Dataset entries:
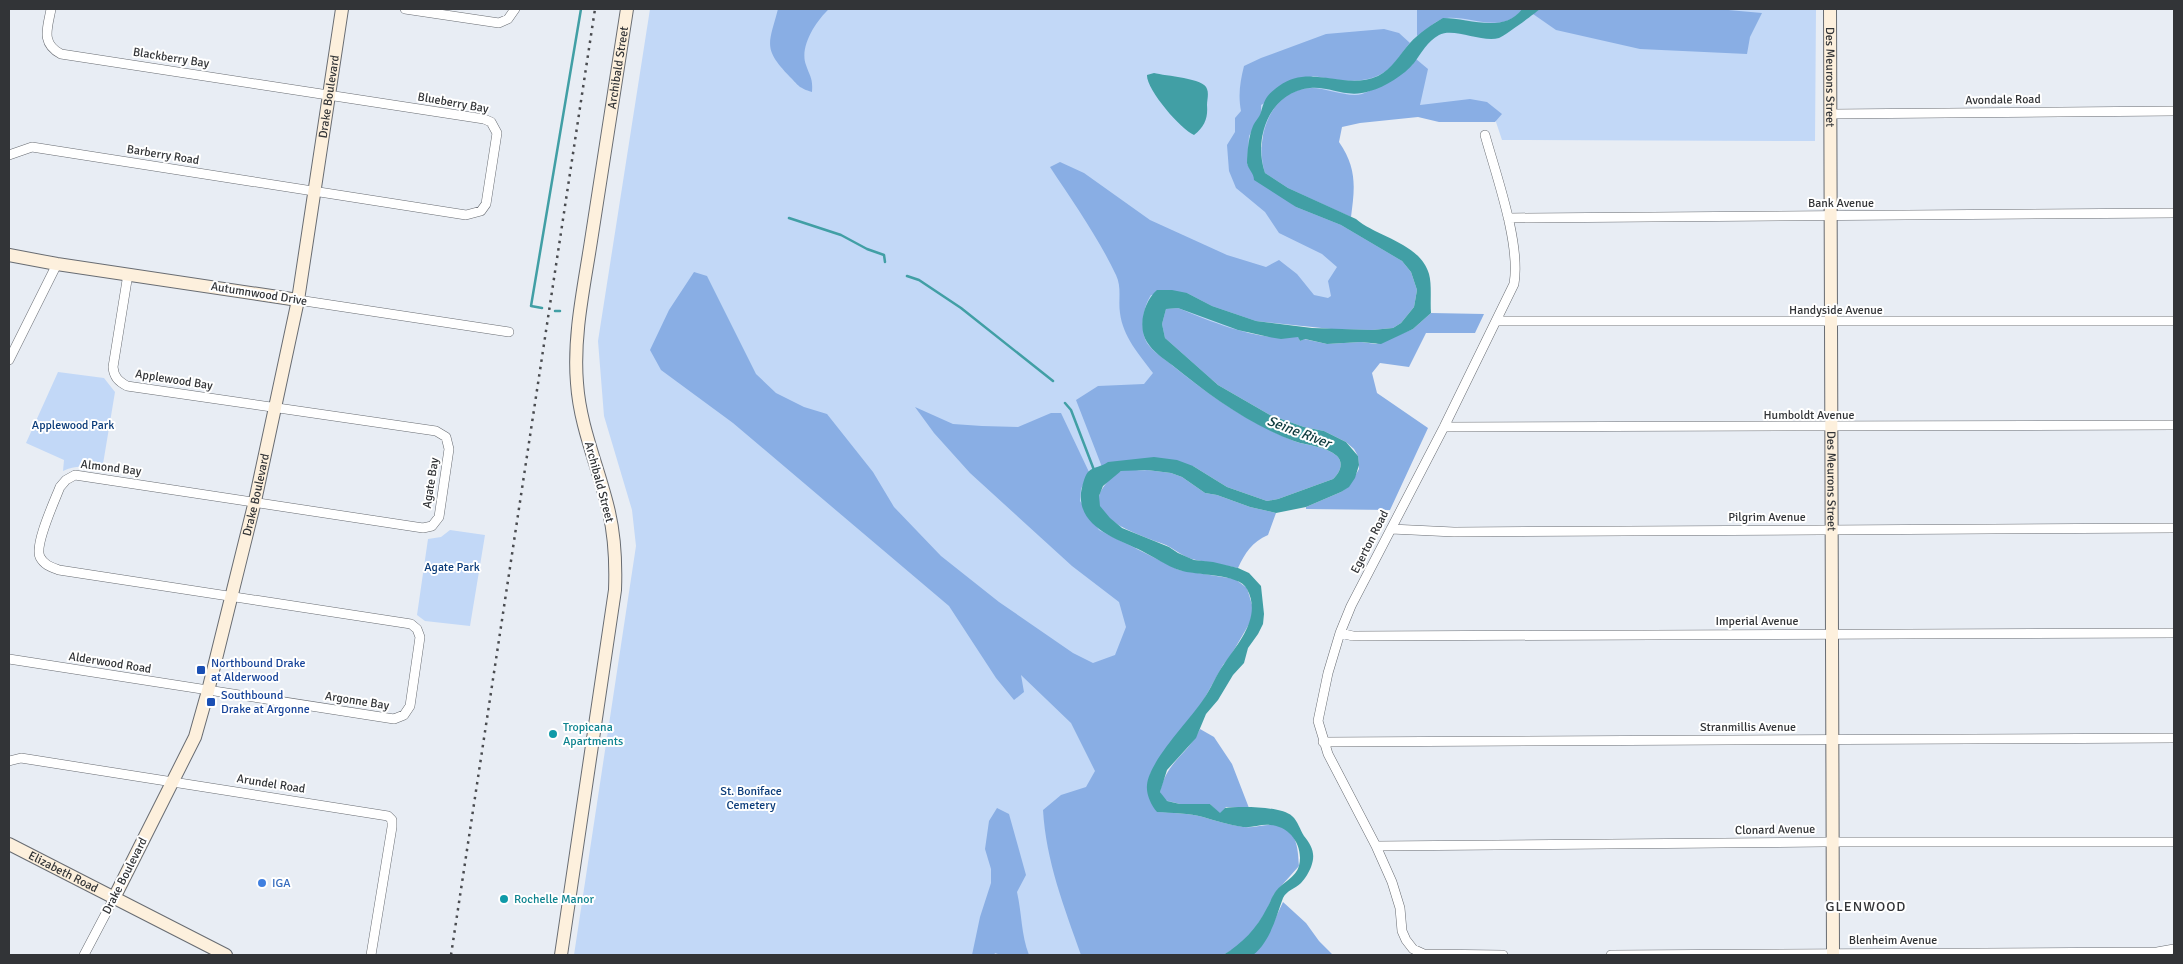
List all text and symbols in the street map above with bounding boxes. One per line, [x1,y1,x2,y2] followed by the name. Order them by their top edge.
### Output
[604,25,632,110] street label: Archibald Street
[1823,27,1838,127] street label: Des Meurons Street
[132,45,211,71] street label: Blackberry Bay
[315,54,342,139] street label: Drake Boulevard
[416,89,490,117] street label: Blueberry Bay
[1965,92,2041,108] street label: Avondale Road
[126,142,200,168] street label: Barberry Road
[1808,196,1874,211] street label: Bank Avenue
[210,279,308,309] street label: Autumnwood Drive
[1789,303,1883,318] street label: Handyside Avenue
[134,366,214,394] street label: Applewood Bay
[1764,408,1854,423] street label: Humboldt Avenue
[1265,412,1335,453] water label: Seine River
[32,418,114,433] park label: Applewood Park
[1824,431,1839,531] street label: Des Meurons Street
[581,440,617,524] street label: Archibald Street
[239,452,272,538] street label: Drake Boulevard
[420,456,442,509] street label: Agate Bay
[80,457,143,479] street label: Almond Bay
[1348,508,1392,576] street label: Egerton Road
[1728,510,1806,525] street label: Pilgrim Avenue
[424,560,480,575] park label: Agate Park
[1715,614,1799,629] street label: Imperial Avenue
[68,649,152,677] street label: Alderwood Road
[211,656,305,685] place label: Northbound Drake at Alderwood
[195,664,207,676] marker: Northbound Drake at Alderwood
[221,688,310,717] place label: Southbound Drake at Argonne
[324,689,391,714] street label: Argonne Bay
[205,696,217,708] marker: Southbound Drake at Argonne
[563,720,623,749] place label: Tropicana Apartments
[1700,720,1796,735] street label: Stranmillis Avenue
[547,728,559,740] marker: Tropicana Apartments
[236,771,306,797] street label: Arundel Road
[720,784,782,813] park label: St. Boniface Cemetery
[1735,822,1815,838] street label: Clonard Avenue
[99,835,151,917] street label: Drake Boulevard
[26,848,101,896] street label: Elizabeth Road
[272,876,291,891] place label: IGA
[256,877,268,889] marker: IGA
[514,892,594,907] place label: Rochelle Manor
[498,893,510,905] marker: Rochelle Manor
[1826,898,1906,915] district label: GLENWOOD
[1849,933,1937,948] street label: Blenheim Avenue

THE PROBLEM:
Wherever a line in the data above holds "Southbound", copy that line.

RESPONSE:
[221,688,310,717] place label: Southbound Drake at Argonne
[205,696,217,708] marker: Southbound Drake at Argonne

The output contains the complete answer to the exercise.